Give back the lines of the records exactly, starting at the first and ending at the one with "position:absolute; left:559px; top:119px;".

# Given records
= Beginning of Section =

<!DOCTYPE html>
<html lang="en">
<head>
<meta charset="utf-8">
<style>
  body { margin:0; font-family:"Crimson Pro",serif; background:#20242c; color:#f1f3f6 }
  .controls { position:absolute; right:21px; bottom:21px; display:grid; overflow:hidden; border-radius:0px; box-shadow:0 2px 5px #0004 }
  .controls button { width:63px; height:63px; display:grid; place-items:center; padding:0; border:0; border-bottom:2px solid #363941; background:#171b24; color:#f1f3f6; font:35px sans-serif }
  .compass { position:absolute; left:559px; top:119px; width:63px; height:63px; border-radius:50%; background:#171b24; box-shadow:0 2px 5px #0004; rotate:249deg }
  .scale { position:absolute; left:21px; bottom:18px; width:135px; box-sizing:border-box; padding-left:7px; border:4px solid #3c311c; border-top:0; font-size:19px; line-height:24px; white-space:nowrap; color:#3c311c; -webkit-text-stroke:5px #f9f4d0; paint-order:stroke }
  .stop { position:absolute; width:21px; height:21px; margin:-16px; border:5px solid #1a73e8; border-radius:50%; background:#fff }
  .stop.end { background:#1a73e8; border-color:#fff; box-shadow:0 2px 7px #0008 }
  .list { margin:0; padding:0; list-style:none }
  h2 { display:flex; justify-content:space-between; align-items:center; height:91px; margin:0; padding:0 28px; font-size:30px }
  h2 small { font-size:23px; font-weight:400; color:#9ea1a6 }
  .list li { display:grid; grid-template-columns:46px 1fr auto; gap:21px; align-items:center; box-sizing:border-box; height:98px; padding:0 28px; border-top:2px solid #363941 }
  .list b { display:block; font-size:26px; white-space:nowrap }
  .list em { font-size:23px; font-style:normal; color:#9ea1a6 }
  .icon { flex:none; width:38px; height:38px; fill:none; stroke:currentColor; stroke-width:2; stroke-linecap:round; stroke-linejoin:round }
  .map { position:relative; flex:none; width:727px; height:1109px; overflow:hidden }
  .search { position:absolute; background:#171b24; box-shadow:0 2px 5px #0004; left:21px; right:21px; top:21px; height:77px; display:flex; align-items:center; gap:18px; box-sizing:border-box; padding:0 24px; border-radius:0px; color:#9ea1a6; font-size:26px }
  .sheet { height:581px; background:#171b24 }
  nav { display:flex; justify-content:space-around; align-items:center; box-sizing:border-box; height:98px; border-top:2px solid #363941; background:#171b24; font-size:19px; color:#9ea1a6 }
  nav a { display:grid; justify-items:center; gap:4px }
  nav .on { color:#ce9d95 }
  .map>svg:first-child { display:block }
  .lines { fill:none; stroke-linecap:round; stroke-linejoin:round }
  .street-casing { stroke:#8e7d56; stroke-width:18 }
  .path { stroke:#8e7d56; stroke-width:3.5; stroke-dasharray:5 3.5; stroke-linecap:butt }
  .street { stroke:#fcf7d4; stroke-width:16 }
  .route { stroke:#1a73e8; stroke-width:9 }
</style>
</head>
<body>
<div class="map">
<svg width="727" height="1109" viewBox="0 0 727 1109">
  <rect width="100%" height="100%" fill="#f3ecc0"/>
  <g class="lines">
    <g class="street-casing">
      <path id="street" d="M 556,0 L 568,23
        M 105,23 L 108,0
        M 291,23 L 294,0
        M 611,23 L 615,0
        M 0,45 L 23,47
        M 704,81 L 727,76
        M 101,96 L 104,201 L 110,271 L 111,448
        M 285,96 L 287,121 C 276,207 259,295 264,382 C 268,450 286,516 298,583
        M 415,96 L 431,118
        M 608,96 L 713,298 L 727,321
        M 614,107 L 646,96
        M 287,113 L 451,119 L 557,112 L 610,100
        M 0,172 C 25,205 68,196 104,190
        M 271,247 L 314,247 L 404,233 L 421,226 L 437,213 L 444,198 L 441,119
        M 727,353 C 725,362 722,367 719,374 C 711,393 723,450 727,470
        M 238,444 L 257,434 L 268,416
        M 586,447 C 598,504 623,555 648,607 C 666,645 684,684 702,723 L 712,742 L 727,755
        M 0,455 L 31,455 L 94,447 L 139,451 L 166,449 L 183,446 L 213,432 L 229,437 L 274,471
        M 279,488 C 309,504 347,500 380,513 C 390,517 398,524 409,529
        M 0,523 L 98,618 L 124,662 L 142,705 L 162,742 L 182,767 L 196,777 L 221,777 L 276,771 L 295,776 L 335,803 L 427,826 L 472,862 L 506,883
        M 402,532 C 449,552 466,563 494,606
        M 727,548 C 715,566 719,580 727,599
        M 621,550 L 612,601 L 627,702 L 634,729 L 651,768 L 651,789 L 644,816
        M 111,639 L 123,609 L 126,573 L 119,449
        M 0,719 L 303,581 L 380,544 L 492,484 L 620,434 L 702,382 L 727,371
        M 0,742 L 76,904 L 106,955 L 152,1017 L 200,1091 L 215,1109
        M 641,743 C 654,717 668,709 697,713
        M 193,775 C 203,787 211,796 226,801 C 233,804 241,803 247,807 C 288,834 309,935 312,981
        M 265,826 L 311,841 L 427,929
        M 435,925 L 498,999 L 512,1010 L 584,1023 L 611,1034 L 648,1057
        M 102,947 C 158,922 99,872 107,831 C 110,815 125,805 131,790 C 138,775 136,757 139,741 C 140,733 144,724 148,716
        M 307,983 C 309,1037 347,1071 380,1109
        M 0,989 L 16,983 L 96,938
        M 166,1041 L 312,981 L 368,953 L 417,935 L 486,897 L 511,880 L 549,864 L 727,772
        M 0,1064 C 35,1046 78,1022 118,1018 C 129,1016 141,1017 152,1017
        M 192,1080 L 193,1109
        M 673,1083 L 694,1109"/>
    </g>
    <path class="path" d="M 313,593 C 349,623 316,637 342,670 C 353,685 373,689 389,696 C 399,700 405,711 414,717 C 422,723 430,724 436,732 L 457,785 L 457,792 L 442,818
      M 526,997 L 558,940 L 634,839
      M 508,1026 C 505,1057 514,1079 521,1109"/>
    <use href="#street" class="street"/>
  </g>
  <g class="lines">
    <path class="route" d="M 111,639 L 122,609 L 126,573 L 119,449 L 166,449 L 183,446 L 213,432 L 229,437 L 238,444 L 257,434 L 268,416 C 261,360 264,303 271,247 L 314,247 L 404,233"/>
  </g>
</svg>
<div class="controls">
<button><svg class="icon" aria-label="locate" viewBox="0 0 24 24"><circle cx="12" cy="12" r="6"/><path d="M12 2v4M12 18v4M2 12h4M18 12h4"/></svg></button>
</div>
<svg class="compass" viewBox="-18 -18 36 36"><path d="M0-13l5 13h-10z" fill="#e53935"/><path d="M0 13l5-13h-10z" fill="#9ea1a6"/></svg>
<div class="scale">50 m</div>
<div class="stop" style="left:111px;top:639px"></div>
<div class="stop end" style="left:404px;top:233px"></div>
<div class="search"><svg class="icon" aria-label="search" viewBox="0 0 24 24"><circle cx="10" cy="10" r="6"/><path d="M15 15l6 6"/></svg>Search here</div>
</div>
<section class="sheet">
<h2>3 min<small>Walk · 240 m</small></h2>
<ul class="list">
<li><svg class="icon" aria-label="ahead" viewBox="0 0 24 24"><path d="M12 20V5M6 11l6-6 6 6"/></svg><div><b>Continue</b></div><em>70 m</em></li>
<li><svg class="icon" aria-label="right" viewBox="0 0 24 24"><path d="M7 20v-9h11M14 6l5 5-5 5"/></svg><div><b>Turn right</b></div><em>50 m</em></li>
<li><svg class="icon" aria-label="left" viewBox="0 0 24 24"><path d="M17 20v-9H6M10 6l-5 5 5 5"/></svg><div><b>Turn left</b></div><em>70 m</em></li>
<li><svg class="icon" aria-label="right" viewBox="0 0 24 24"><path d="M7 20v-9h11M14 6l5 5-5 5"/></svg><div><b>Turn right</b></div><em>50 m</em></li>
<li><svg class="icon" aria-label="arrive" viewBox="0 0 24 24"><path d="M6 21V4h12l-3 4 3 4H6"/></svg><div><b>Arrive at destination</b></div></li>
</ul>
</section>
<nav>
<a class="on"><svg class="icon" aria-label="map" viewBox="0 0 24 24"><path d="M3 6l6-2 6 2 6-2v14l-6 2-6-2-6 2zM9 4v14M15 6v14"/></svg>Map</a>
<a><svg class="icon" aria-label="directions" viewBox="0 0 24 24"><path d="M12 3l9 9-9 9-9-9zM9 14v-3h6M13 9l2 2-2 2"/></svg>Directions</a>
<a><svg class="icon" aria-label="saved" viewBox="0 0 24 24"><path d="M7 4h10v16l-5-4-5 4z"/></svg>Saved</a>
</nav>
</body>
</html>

= End of Section =

# Exercise output
<!DOCTYPE html>
<html lang="en">
<head>
<meta charset="utf-8">
<style>
  body { margin:0; font-family:"Crimson Pro",serif; background:#20242c; color:#f1f3f6 }
  .controls { position:absolute; right:21px; bottom:21px; display:grid; overflow:hidden; border-radius:0px; box-shadow:0 2px 5px #0004 }
  .controls button { width:63px; height:63px; display:grid; place-items:center; padding:0; border:0; border-bottom:2px solid #363941; background:#171b24; color:#f1f3f6; font:35px sans-serif }
  .compass { position:absolute; left:559px; top:119px; width:63px; height:63px; border-radius:50%; background:#171b24; box-shadow:0 2px 5px #0004; rotate:249deg }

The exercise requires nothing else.